Quando penso em sair para correr no parque, geralmente convido os meus dois melhores amigos. Quando estou afim de ir ao cinema, lembro imediatamente do crush que estou saindo naquele determinado momento. Pizzaria? Família. Match no Tinder, primeiro date? Açaí ou café.
Aliás, para tudo que isso é importante! Cara, se tem uma coisa que eu aprendi ao longo dessa jornada, é que primeiros encontros devem ser em locais neutros. Precisamos lembrar que, por mais que possamos ter uma boa base com as fotos disponíveis e nas conversas preliminares, nunca sabemos o que iremos encontrar pela frente com cem por cento de precisão. Convidar o crush para tomar um café, açaí, ou similar, implica em um programa de pequena duração, facilitando a fuga em caso de não atendimento às expectativas criadas. Sair para jantar, ou ir ao cinema logo de cara, podem tornar as coisas muito mais complicadas nesse caso.
Mas voltando ao que interessa. Diante da minha situação na ocasião, estava sentindo um vazio na minha vida, principalmente nos tempos livres. Meus melhores amigos estavam "engatados". Minha amiga Noele estava viajando para algum lugar do mundo que eu não lembro exatamente qual.
Foi então que, por ocasião do destino, ou por vontade do Sr. Mark Zuckerberg, vi algo interessante no Facebook. Nas sugestões de amizades, pela terceira ou quarta vez, aparecia a mesma menina. Seu nome era Giovana. Ela tinha cabelos loiros e ondulados penteados para o lado, com olhos alongados que me atraíam. Na foto do perfil, estava sorridente, com um fundo verde desfocado e o seu rosto parcialmente iluminado pelo sol, criando um efeito de luz e sombra bastante interessante. Sua cidade ficava a pouco mais de trinta minutos da minha, algo que poderia vir a ser extremamente positivo, quem sabe.

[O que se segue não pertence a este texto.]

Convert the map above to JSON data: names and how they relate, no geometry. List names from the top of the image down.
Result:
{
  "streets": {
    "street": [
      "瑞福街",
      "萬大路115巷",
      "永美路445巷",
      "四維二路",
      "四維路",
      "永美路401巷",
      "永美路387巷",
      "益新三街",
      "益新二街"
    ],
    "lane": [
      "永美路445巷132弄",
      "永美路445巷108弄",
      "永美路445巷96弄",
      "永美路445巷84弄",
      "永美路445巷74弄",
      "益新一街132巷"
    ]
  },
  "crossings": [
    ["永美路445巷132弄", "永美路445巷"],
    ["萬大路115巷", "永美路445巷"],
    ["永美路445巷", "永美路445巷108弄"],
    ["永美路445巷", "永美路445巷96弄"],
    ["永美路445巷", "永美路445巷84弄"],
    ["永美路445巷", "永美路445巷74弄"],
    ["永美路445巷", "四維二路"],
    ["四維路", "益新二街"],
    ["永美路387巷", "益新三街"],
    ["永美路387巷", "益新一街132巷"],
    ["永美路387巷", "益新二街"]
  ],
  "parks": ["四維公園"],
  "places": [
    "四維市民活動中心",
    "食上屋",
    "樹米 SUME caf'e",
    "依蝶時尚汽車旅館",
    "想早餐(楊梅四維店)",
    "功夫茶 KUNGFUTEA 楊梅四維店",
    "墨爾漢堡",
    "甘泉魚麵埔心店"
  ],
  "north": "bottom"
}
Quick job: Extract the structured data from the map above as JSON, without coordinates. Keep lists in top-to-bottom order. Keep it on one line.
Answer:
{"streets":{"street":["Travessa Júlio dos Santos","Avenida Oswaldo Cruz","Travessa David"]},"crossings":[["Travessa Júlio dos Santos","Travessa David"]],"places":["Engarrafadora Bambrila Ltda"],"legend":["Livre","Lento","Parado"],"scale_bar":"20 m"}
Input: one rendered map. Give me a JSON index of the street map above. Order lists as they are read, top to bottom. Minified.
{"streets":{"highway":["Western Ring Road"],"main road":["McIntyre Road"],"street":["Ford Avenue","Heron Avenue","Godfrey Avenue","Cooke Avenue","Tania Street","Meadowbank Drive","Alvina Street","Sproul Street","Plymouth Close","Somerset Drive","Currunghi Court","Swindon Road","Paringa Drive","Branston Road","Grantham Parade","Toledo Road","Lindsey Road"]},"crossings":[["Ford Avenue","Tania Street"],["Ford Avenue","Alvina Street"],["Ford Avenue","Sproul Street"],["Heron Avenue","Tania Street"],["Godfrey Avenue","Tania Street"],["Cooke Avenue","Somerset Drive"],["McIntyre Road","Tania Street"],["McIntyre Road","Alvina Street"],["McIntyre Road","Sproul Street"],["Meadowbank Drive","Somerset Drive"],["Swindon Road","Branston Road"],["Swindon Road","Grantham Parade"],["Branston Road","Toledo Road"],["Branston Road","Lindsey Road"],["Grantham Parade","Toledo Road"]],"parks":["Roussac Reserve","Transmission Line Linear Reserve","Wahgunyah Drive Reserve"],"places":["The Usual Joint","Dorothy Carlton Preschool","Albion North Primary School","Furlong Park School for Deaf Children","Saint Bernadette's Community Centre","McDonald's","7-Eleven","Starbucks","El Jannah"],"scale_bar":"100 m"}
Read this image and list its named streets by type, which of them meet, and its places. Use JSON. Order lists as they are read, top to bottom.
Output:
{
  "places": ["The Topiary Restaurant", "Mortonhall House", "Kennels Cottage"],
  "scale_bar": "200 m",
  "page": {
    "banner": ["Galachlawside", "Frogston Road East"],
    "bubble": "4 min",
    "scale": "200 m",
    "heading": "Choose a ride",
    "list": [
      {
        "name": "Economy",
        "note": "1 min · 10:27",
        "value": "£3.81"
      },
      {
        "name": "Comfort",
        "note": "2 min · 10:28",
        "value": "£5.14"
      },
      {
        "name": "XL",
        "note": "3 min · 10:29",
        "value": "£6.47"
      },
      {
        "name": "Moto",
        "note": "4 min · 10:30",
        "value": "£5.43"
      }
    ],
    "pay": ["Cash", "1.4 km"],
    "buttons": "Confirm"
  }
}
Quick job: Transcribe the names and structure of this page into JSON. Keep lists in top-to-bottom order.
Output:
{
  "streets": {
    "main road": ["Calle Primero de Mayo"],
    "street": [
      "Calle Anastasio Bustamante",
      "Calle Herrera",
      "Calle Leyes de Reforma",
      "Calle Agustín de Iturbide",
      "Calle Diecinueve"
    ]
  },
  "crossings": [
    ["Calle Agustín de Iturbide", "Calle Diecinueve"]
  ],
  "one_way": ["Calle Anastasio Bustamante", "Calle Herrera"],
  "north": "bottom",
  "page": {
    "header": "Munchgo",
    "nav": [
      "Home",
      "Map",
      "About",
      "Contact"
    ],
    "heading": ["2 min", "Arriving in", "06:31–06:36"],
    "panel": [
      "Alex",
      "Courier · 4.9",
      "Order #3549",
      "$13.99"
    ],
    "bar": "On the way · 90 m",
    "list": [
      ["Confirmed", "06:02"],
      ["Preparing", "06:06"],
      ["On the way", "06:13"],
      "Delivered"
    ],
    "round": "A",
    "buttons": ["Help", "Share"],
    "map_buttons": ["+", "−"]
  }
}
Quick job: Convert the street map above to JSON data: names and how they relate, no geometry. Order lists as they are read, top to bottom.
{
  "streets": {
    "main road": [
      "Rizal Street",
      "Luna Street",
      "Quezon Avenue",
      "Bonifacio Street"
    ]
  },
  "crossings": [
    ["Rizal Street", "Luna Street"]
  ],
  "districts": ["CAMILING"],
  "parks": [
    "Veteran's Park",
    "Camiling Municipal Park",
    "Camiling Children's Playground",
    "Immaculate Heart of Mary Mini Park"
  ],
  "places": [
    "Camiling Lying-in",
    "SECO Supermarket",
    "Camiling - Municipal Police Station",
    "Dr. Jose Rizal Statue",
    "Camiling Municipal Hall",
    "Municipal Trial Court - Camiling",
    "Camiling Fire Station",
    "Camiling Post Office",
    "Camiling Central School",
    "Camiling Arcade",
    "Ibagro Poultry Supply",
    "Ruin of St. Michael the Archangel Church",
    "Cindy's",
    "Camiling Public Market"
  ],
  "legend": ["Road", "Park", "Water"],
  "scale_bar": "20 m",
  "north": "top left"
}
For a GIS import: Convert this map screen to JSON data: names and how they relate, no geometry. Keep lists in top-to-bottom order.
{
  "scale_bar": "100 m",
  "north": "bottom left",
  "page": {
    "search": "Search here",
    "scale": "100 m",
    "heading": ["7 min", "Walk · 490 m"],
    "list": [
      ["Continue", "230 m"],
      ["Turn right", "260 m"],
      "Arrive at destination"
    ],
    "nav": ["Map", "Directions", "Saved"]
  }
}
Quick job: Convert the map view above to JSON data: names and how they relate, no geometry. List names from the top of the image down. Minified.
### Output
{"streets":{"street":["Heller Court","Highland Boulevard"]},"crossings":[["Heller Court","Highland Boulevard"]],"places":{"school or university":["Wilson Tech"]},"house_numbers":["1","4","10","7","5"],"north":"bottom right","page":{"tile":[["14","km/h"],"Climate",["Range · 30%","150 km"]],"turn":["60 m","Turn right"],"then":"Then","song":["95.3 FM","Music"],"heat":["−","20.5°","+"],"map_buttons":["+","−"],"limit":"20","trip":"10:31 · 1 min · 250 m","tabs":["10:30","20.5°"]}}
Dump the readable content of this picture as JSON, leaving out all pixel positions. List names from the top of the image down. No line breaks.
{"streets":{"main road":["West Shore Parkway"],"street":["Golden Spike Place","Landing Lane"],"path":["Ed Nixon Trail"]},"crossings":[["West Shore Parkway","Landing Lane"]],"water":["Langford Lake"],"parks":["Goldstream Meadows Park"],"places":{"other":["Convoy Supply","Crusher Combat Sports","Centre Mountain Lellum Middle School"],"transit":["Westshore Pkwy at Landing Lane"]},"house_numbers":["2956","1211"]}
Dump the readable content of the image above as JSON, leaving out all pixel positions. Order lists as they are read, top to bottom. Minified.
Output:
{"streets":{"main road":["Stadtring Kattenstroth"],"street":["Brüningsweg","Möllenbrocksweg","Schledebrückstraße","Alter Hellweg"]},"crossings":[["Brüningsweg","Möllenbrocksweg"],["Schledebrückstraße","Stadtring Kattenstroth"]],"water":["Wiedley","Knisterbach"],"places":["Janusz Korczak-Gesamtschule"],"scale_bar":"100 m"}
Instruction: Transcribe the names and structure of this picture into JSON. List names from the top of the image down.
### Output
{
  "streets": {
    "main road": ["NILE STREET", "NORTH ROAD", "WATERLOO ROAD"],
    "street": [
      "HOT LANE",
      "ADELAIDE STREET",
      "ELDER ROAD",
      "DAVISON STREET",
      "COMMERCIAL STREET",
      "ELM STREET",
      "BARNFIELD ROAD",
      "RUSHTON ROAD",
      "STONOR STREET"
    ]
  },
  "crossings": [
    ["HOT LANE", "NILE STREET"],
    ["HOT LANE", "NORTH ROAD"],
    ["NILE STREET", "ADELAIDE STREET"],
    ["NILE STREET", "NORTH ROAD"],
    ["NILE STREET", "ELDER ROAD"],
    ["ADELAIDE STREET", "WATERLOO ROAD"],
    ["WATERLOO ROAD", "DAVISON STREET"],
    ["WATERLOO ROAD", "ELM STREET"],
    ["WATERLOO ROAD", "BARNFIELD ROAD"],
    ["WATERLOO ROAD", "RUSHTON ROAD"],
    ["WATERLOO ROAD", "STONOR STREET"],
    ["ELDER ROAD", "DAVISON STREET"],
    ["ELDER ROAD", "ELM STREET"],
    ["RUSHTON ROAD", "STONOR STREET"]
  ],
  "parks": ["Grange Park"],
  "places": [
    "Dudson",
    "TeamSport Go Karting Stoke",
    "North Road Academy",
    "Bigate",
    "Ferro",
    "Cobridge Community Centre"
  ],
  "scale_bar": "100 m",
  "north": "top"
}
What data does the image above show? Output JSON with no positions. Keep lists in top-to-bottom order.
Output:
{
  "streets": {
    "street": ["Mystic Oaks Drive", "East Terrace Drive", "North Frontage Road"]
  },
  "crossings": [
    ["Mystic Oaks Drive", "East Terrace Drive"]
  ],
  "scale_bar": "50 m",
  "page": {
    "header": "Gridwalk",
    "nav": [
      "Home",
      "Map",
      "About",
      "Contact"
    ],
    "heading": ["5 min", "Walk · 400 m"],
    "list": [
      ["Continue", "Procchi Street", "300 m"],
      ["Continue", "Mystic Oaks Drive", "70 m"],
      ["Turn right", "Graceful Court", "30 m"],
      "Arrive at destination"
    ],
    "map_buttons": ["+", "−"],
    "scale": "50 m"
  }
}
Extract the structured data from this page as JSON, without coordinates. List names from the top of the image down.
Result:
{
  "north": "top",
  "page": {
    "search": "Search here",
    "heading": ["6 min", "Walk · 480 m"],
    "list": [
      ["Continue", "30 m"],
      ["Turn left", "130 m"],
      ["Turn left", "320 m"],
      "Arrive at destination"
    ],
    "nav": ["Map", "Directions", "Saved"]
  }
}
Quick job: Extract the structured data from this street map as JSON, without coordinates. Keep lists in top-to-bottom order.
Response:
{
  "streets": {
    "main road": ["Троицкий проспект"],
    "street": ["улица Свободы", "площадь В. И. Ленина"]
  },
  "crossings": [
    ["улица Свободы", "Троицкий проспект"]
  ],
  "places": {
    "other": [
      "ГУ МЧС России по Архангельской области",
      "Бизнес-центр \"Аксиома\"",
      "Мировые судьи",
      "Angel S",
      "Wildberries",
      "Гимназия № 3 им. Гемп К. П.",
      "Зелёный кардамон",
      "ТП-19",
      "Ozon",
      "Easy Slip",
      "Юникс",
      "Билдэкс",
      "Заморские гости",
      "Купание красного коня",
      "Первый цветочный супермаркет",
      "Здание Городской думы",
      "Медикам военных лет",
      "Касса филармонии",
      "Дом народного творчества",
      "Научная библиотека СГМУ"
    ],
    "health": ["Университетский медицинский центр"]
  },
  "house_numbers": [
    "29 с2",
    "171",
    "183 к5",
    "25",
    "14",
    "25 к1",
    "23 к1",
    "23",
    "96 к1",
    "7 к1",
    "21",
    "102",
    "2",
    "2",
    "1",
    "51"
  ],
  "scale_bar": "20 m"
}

Vi que tínhamos alguns amigos em comum, então decidi adicioná-la na maior cara dura, mesmo sem nunca ter a visto na vida. No dia seguinte, ela me aceitou. Dei um "oi" discreto pelo Messenger. Entretanto, pelos próximos 5 dias eu não veria nem a cor da resposta. Resolvi verificar se ela havia visualizado a mensagem, mas nem isso até então.
Mais dez dias se passaram, até que finalmente recebi o ar da graça. Uma mensagem bem-humorada, mas sem pedir desculpas pela demora na resposta. Isso me fez perceber que a comunicação seria espaçada, com horas (em alguns casos, dias) de intervalo entre as mensagens de um e outro. Entrei no jogo, pois o papo era legal, sempre com muitas linhas e risadas em caixa alta. Fui descobrir que ela fazia o mesmo curso que eu, que gostava de cinema e fotografia, que também tinha terminado um relacionamento não fazia muito. Eram muitas coincidências se desenhando, uma atrás da outra...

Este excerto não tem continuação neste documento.